How risk reversal unlocks dramatic business growth

If you don’t have a process for selling, you are at the mercy of someone else’s process for buying. In my experience, the biggest overlooked opportunity for a systematic and predictable business growth process is risk reversal. Let me explain.

In any business transaction, there is always one party that carries most, if not all, risk in the end. For example, if you buy apples at the grocery store, you exchange cash for a bag of fruit. The risk in this transaction ends up entirely with you — the apples might be rotten, acidic and full of worms — while the grocer holds the (risk-free) cash. In this case, the risk may make you feel uneasy about the transaction or even prevent you from buying in the future.
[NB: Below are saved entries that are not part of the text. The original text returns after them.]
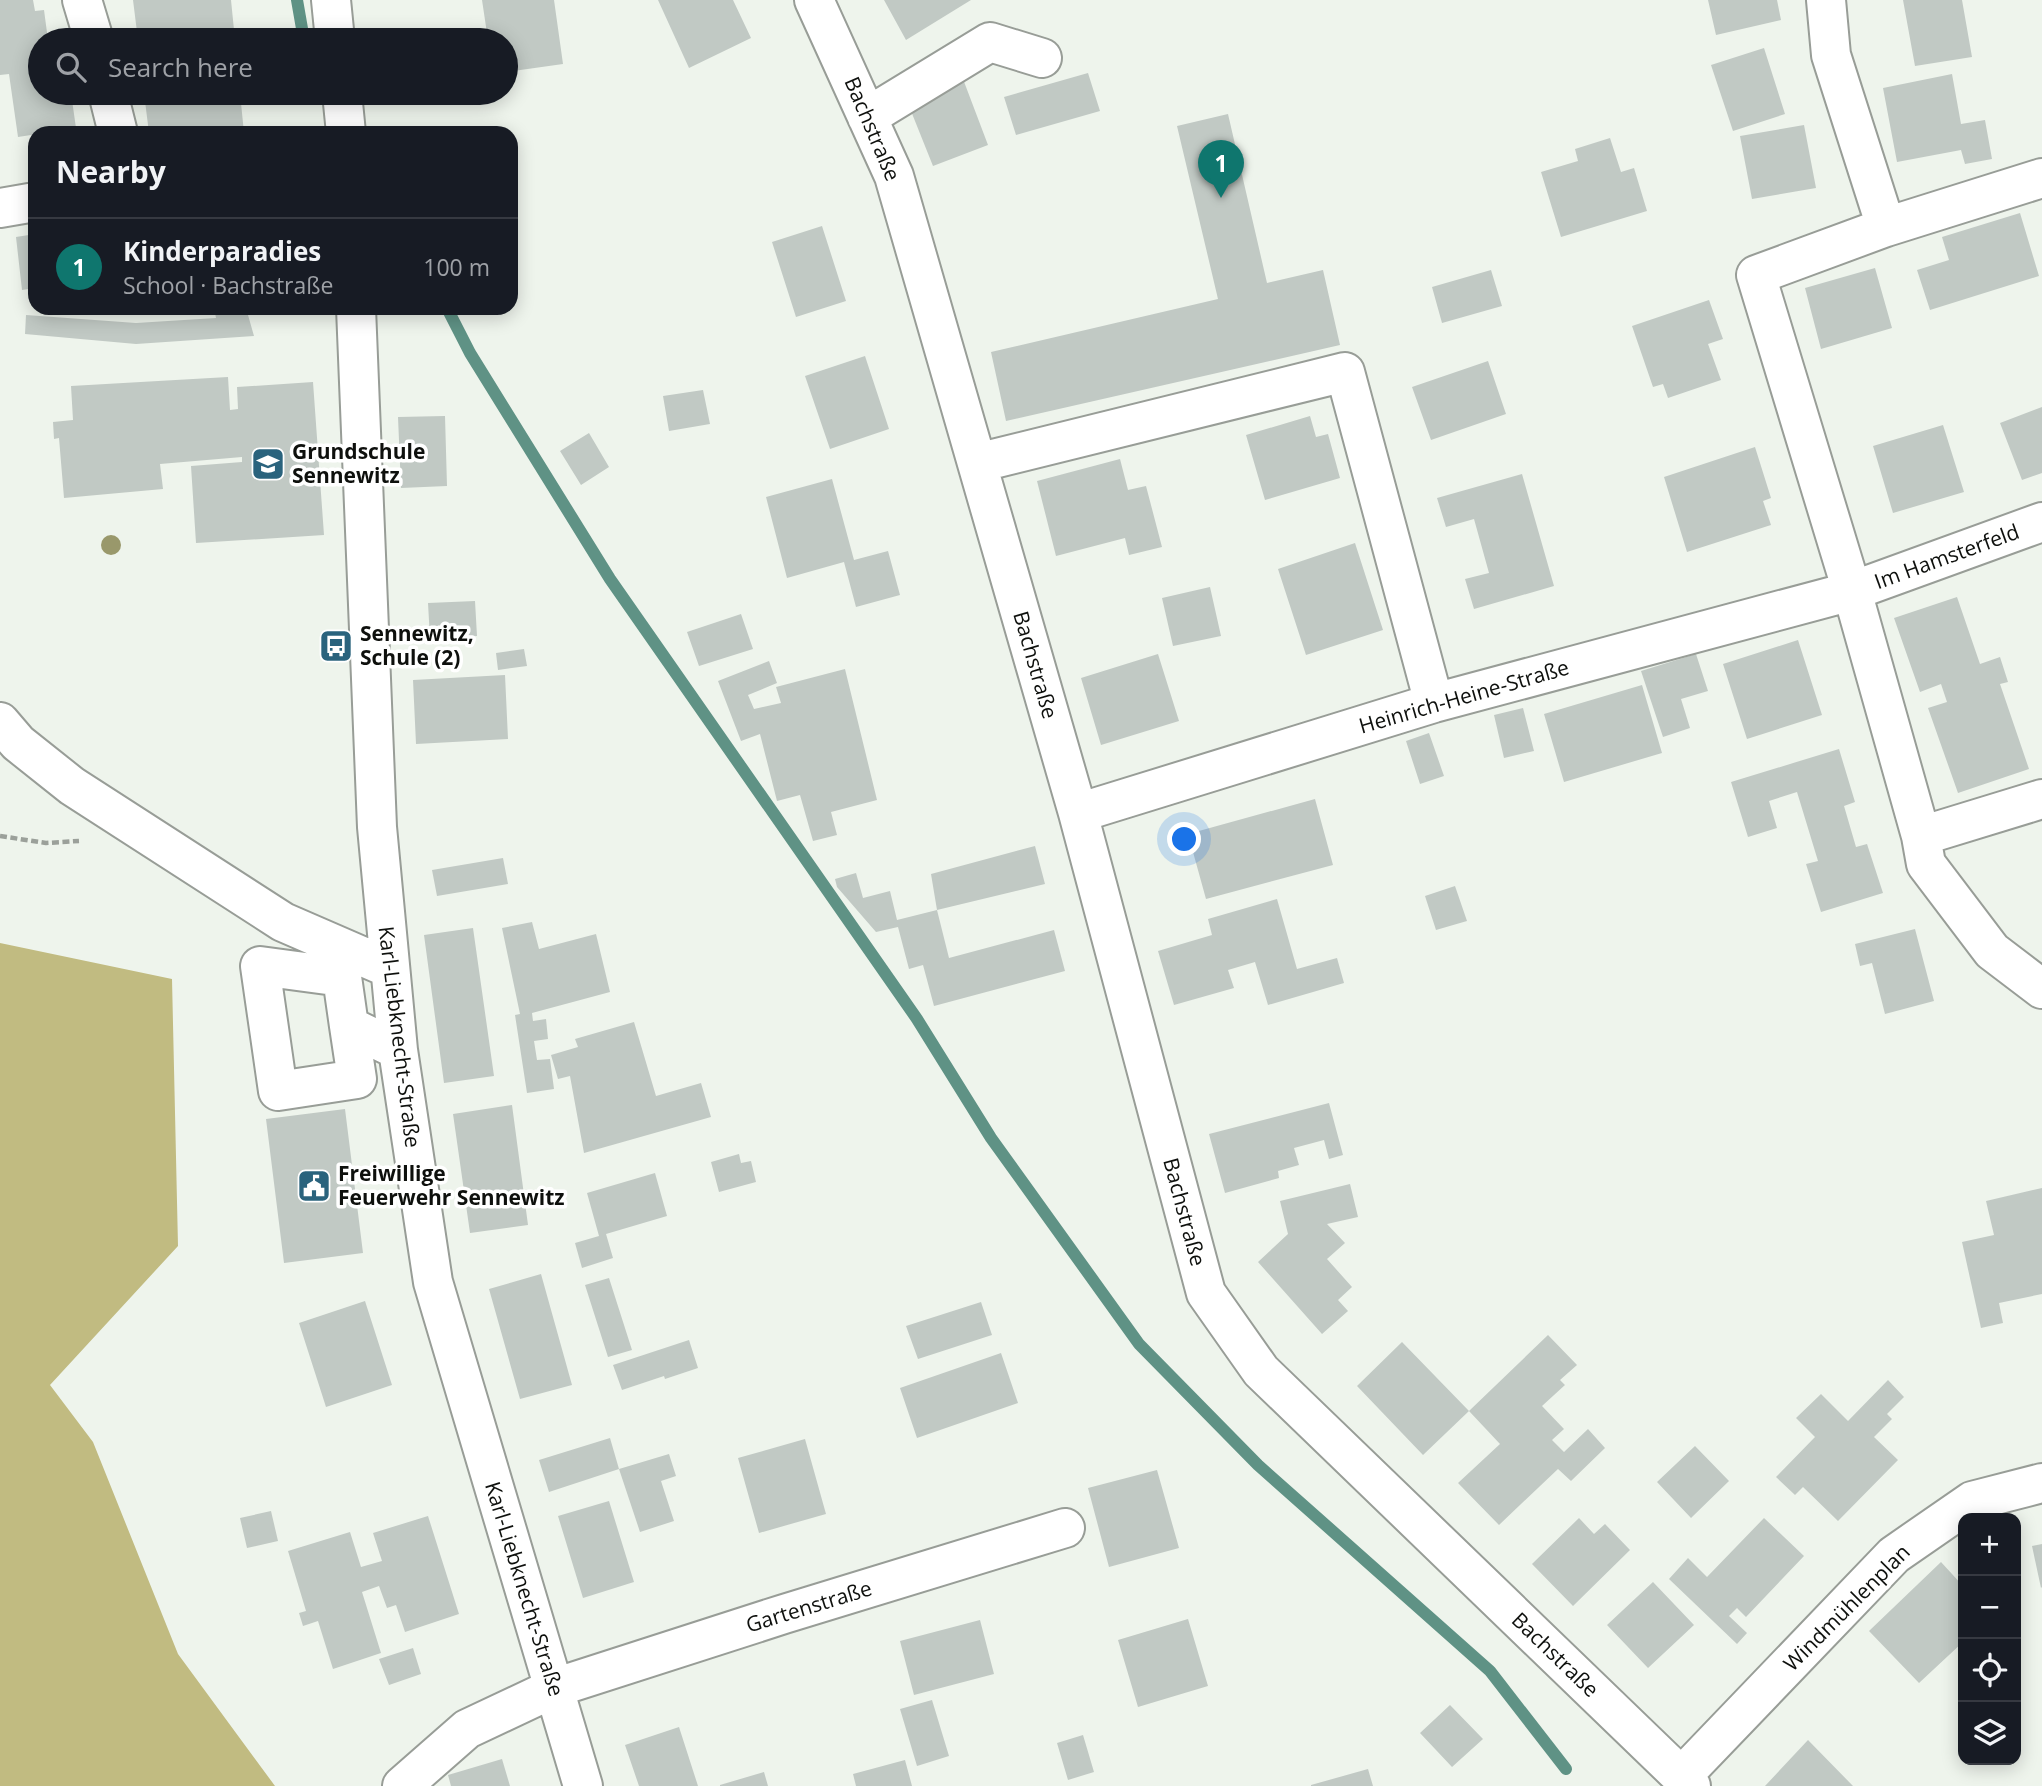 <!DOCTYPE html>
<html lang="en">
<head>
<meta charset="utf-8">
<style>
	body { margin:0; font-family:"Open Sans",sans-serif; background:#20242c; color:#f1f3f6 }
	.controls { position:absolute; right:21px; bottom:21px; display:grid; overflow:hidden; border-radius:14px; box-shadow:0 4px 18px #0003 }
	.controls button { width:63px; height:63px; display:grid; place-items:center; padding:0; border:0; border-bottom:2px solid #363941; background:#171b24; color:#f1f3f6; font:35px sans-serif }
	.you { position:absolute; left:1185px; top:840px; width:24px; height:24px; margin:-18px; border:5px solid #fff; border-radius:50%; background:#1a73e8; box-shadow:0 0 0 10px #1a73e833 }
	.badge { display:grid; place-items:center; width:46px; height:46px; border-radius:50%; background:#0f766e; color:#fff; font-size:23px; font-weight:700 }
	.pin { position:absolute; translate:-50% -58px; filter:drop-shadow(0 2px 4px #0008) }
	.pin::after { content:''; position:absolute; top:37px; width:24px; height:21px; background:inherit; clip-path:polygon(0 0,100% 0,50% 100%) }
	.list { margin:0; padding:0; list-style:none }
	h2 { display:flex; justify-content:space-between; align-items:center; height:91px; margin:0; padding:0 28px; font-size:30px }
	h2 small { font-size:23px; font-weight:400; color:#9ea1a6 }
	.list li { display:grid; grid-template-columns:46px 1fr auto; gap:21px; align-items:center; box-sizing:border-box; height:98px; padding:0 28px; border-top:2px solid #363941 }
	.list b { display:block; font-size:26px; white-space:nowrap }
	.list p { margin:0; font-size:23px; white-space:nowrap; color:#9ea1a6 }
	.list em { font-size:23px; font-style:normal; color:#9ea1a6 }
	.icon { flex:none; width:38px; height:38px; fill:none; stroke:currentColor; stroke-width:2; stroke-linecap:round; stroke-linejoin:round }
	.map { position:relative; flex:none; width:2042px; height:1786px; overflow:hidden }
	.search { position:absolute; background:#171b24; box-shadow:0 4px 18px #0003; left:28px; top:28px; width:490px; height:77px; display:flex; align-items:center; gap:18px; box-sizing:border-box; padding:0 24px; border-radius:38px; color:#9ea1a6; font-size:26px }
	.panel { position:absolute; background:#171b24; box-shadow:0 4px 18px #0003; left:28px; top:126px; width:490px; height:189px; border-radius:21px }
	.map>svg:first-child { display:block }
	.forest { fill:#c1bb81 }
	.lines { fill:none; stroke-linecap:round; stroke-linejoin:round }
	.stream { stroke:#5f9285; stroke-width:12 }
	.building { fill:#c1c9c4 }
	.minor-casing { stroke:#989d97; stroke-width:42 }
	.path { stroke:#9ba09a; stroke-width:4.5; stroke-dasharray:7 3.5; stroke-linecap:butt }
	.minor { stroke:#fff; stroke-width:38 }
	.tree { fill:#99986b }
	.labels { text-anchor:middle; stroke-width:7; stroke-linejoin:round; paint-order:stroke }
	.street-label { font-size:21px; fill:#0e100d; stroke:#fff }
	.poi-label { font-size:21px; font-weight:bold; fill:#0e100d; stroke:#fff; text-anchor:start }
</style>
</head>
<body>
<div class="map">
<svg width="2042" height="1786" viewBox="0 0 2042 1786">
	<rect width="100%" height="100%" fill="#eef4ec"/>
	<path class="forest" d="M0 943 172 979 178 1246 50 1385 93 1442 178 1654 275 1786H0Z"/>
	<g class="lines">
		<path class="stream" d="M297 0 304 40
			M314 93 315 99
			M447 308 470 353 610 579 917 1019 991 1138 1139 1344 1258 1465 1490 1671 1566 1769"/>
	</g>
	<path class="building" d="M0 0H33L35 11 44 10 48 40H40V93H71L76 128 18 137 9 74 0 75Z
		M133 0H231L235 40H138Z
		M482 0H554L563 64 506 72V40H488Z
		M658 0H733L751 38 689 68Z
		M884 0H971L906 40Z
		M1708 0H1777L1781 20 1716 35Z
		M1903 0H1962L1972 57 1915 66Z
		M1764 48 1785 114 1733 131 1711 65Z
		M1088 73 1100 111 1016 135 1004 97Z
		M1952 74 1961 124 1985 120 1992 159 1965 164 1961 150 1897 162 1883 88Z
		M963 79 988 145 933 166 907 101Z
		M144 93H240L244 133H149Z
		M1228 114 1267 283 1323 270 1340 345 1006 421 991 352 1218 299 1177 126Z
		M1804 125 1816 188 1752 199 1740 136Z
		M1610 138 1621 172 1634 168 1647 211 1561 237 1541 172 1578 161 1575 149Z
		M2020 213 2039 276 1930 310 1917 270 1949 260 1942 237Z
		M822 226 846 301 796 317 772 242Z
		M35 234V288L22 290 16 237Z
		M1875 268 1892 328 1821 349 1805 288Z
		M1491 270 1502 306 1442 323 1432 287Z
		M1709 300 1723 339 1708 344 1721 380 1668 398 1663 384 1653 387 1632 326Z
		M214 308H246L254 336 136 344 25 334 26 315 136 323 216 318Z
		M865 356 889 429 830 449 805 376Z
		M1488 361 1506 414 1431 440 1412 387Z
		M228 377 230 410 238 409 237 387 313 382 324 535 196 543 191 466 242 462V457L160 464 163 489 64 498 59 438 54 439 53 422 73 420 71 386Z
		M703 390 710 424 669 431 663 396Z
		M2042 407V473L2022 480 2000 423Z
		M445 416 447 486 401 488 398 417Z
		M1310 416 1316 437 1328 434 1340 478 1265 500 1246 435Z
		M1943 425 1964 492 1893 513 1873 446Z
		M589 433 609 467 581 485 560 451Z
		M1755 447 1771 498 1763 501 1771 525 1687 552 1664 477Z
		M1120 459 1128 490 1146 486 1162 547 1129 555 1125 538 1056 556 1037 481Z
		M1522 474 1554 586 1474 609 1465 579 1489 573 1474 519 1446 527 1437 498Z
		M832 479 854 560 888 551 900 595 856 607 844 562 787 578 766 497Z
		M1355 543 1383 630 1306 655 1278 569Z
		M1210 587 1221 636 1173 646 1162 598Z
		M1957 597 1980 664 2000 657 2008 682 2000 684 2029 769 1958 793 1928 708 1947 702 1941 684 1920 692 1894 618Z
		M475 601 477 636 430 639 428 603Z
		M741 614 753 649 699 666 687 632Z
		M1798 640 1822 715 1747 739 1723 664Z
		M524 649 527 666 498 670 496 653Z
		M1158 654 1179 721 1101 745 1081 678Z
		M1696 654 1708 691 1681 699 1690 728 1663 737 1641 671Z
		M769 661 777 683 748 695 754 709 781 703 776 687 845 669 877 800 831 812 837 835 813 841 800 795 777 801 760 734 741 741 718 681Z
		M505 675 508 739 416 744 413 680Z
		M1642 685 1662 753 1564 782 1544 714Z
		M1523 708 1534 751 1504 758 1494 715Z
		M1429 733 1444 776 1420 784 1406 741Z
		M1839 749 1855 802 1844 806 1856 847 1867 844 1883 893 1821 912 1806 864 1818 861 1797 792 1769 801 1777 828 1748 837 1731 782Z
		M1315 799 1333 865 1206 899 1188 834Z
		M1035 846 1045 884 937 910 931 874Z
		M503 858 508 884 437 896 432 870Z
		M856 873 863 898 890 891 897 920 937 910 949 958 1054 930 1065 971 934 1006 923 965 909 969 898 927 876 932 837 887 835 879Z
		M1455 886 1467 921 1436 930 1425 896Z
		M1277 899 1297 969 1337 958 1344 983 1268 1005 1255 962 1228 970 1234 988 1174 1005 1158 951 1212 935 1208 919Z
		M532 922 539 949 596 934 610 992 532 1013 533 1021 546 1019 548 1039 534 1041 537 1060 550 1059 554 1089 527 1093 515 1015 520 1014 502 928Z
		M473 928 494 1076 444 1083 424 935Z
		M1915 929 1934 1001 1885 1014 1872 963 1860 966 1855 944Z
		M634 1022 656 1096 701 1083 711 1117 584 1153 570 1076 558 1079 551 1055 578 1047 575 1039Z
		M1329 1103 1343 1155 1329 1159 1324 1140 1294 1148 1299 1165 1278 1171 1279 1178 1225 1193 1209 1134Z
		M512 1105 528 1225 470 1233 453 1114Z
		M345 1109 363 1253 284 1263 266 1119Z
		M739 1154 741 1163 751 1161 756 1182 719 1192 711 1162Z
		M655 1173 667 1216 606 1234 613 1258 582 1268 575 1243 599 1236 587 1193Z
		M1350 1184 1358 1217 1327 1224 1345 1243 1327 1259 1352 1287 1338 1300 1348 1311 1322 1334 1258 1262 1288 1234 1280 1201Z
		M2042 1188V1294L1999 1303 2003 1323 1981 1328 1962 1242 1994 1235 1986 1201Z
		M541 1274 572 1385 520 1399 489 1289Z
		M609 1278 632 1350 608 1357 585 1285Z
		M365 1301 392 1385 326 1407 299 1323Z
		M981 1302 992 1335 918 1359 906 1326Z
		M1548 1335 1577 1365 1560 1380 1565 1385 1542 1406 1564 1429 1552 1440 1564 1452 1588 1429 1605 1448 1571 1481 1558 1469 1499 1525 1458 1483 1500 1444 1469 1411Z
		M689 1340 698 1368 665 1379 664 1376 622 1390 613 1365Z
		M1402 1342 1469 1411 1423 1455 1357 1386Z
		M1001 1353 1018 1403 917 1438 900 1388Z
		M1888 1380 1904 1397 1887 1414 1892 1419 1874 1437 1898 1460 1838 1521 1803 1487 1795 1495 1776 1477 1815 1437 1796 1418 1821 1394 1848 1421Z
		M610 1438 619 1469 549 1492 539 1460Z
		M805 1439 826 1514 759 1533 738 1458Z
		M1695 1446 1729 1481 1691 1518 1657 1482Z
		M669 1454 676 1476 661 1481 674 1521 640 1532 619 1469Z
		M1157 1470 1179 1548 1109 1567 1088 1488Z
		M609 1501 634 1582 583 1598 558 1516Z
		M271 1511 278 1541 247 1548 240 1518Z
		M428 1516 459 1614 405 1632 396 1605 387 1608 379 1586 362 1592 381 1653 333 1669 318 1621 303 1626 299 1613 306 1611 288 1551 350 1532 361 1567 382 1561 373 1533Z
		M1579 1518 1594 1534 1605 1524 1630 1550 1573 1606 1532 1564Z
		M1764 1518 1804 1556 1746 1617 1737 1608 1729 1616 1747 1633 1737 1644 1669 1579 1688 1558 1707 1577Z
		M2042 1544V1587L2041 1588 2032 1546Z
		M1941 1562 1963 1586V1642L1919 1683 1869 1631Z
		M1653 1582 1694 1625 1648 1668 1607 1625Z
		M1188 1619 1208 1686 1138 1707 1118 1640Z
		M980 1620 994 1674 914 1695 900 1641Z
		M413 1648 421 1674 389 1685 379 1659Z
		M932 1700 949 1756 917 1766 900 1709Z
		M1450 1705 1483 1739 1452 1767 1420 1733Z
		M679 1727 698 1786H639L625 1745Z
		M1083 1735 1094 1772 1068 1780 1057 1743Z
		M1808 1740 1853 1786H1765Z
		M502 1759 510 1786H451L448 1775Z
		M905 1760 912 1786H856L853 1774Z
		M1368 1769 1373 1786H1311V1785Z
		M764 1772 768 1786H720V1785Z"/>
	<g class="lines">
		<defs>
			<path id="minor" d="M82 0 94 40
				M331 0 335 40
				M814 0 894 176 1078 813 1206 1293 1261 1371 1691 1786
				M1826 0 1831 55 1886 227 1756 275 1852 591 1921 836 1926 864 1992 951 2042 989
				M108 93 118 133
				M342 93 346 133
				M867 117 990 42 1042 58
				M0 208 35 202
				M1886 227 2042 178
				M356 308 377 827 398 1050 433 1282 583 1786
				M977 463 1345 372 1434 703
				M0 722 18 743 72 786 283 922 389 968
				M1078 813 1434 703 1852 591 2042 522
				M1921 836 2042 799
				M349 1026 342 977 260 966 278 1091 357 1079 349 1026 398 1050
				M1681 1777 1894 1555 1972 1501 2042 1483
				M402 1786 467 1729 554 1688 784 1614 1065 1528"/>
		</defs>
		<use href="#minor" class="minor-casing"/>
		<path class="path" d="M0 836 46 843 79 841"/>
		<use href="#minor" class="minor"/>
	</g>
	<circle class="tree" cx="111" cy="545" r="10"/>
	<defs>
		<symbol id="school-square" viewBox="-11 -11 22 22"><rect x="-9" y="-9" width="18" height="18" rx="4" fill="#2a637d" stroke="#fff"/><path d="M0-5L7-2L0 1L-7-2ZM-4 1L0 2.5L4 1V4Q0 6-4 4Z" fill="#fff"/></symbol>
		<symbol id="bus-square" viewBox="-11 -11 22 22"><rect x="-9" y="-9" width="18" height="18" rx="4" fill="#2a637d" stroke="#fff"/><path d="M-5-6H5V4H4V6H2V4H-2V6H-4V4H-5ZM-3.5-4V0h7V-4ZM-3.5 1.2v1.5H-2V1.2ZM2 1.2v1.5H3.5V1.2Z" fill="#fff"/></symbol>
		<symbol id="civic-square" viewBox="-11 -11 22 22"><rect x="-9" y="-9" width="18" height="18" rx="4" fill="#2a637d" stroke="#fff"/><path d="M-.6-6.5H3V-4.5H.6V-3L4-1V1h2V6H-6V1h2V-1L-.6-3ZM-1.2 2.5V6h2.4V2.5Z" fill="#fff"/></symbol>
	</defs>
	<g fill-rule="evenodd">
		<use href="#school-square" x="249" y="445" width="38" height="38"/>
		<use href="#bus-square" x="317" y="627" width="38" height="38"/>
		<use href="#civic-square" x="295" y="1167" width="38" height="38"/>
	</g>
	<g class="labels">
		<g class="street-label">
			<text transform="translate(872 129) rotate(67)" y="7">Bachstraße</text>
			<text transform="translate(1947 557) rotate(-20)" y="7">Im Hamsterfeld</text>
			<text transform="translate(1035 665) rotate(74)" y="7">Bachstraße</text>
			<text transform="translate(1464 697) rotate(-16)" y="7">Heinrich-Heine-Straße</text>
			<text transform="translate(399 1037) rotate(83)" y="7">Karl-Liebknecht-Straße</text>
			<text transform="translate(1184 1212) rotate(75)" y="7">Bachstraße</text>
			<text transform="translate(524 1589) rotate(73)" y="7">Karl-Liebknecht-Straße</text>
			<text transform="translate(809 1607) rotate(-17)" y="7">Gartenstraße</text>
			<text transform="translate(1847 1608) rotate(-45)" y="7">Windmühlenplan</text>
			<text transform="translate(1555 1655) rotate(44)" y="7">Bachstraße</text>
		</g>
		<g class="poi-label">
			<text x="292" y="459">Grundschule<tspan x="292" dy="24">Sennewitz</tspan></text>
			<text x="360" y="641">Sennewitz,<tspan x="360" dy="24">Schule (2)</tspan></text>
			<text x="338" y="1181">Freiwillige<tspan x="338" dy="24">Feuerwehr Sennewitz</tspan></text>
		</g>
	</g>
</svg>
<div class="controls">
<button>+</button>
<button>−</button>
<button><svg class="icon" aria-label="locate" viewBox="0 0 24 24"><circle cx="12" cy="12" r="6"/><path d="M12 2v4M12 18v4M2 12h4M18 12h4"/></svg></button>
<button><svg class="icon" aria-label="layers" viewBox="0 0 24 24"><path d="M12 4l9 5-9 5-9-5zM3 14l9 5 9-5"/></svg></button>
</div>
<div class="you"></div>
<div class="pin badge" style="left:1221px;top:198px">1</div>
<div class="search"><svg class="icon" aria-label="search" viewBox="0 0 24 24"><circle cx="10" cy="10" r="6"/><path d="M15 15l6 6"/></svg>Search here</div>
<section class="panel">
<h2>Nearby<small></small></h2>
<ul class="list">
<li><span class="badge">1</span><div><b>Kinderparadies</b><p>School · Bachstraße</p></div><em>100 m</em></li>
</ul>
</section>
</div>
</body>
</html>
Risk is, therefore, an essential part of any business transaction. Taking risk away from your client is one of the most powerful (and overlooked!) ways to grow any business. The little known secret about removing risk to grow business is called “risk reversal.” Many organizations have made risk reversal a core priority of their businesses.

Consider Domino’s Pizza: risk reversal means that the pizza is free if it isn’t delivered within 30 minutes from the moment of order. The risk of this transaction has completely shifted from the pizza consumer to Domino’s.

There are only three ways to take away risk from your clients or, if you are a corporate employee, from your boss:

1. Eliminate risk: in the example of buying apples, tasting the apples before buying will eliminate the risk of discovering a faulty apple upon your return home.
2. Reduce risk: one way to reduce risk is to let customers inspect and choose their product (such as an apple) before buying. Sampling a product is therefore a proven way to reduce risk.
3. Transfer risk: if the grocery store could design the transaction process in such a way that it carries all the risk at the end, the client would be much more inclined to buy. For instance, the grocery store could choose to charge customers only after they have consumed all apples to their satisfaction at home.

How can professional service providers use this to grow their business? Here is an example of how I have applied risk reversal: As a professional speaker I can’t guarantee the outcomes of my talks. It will depend on things like the temperature of the room, ups and downs of my clients’ business and whether or not there was an open bar just before my talk. What I can control is the quality of my work. I therefore eliminate risk for my clients by guaranteeing the quality of my work. If we both agree that the quality standards haven’t been met, my clients are entitled to a full refund of their investment. Some of my clients have commented that this very condition makes me stand apart from the competition ‘like a tall giraffe surrounded by tiny field mice.’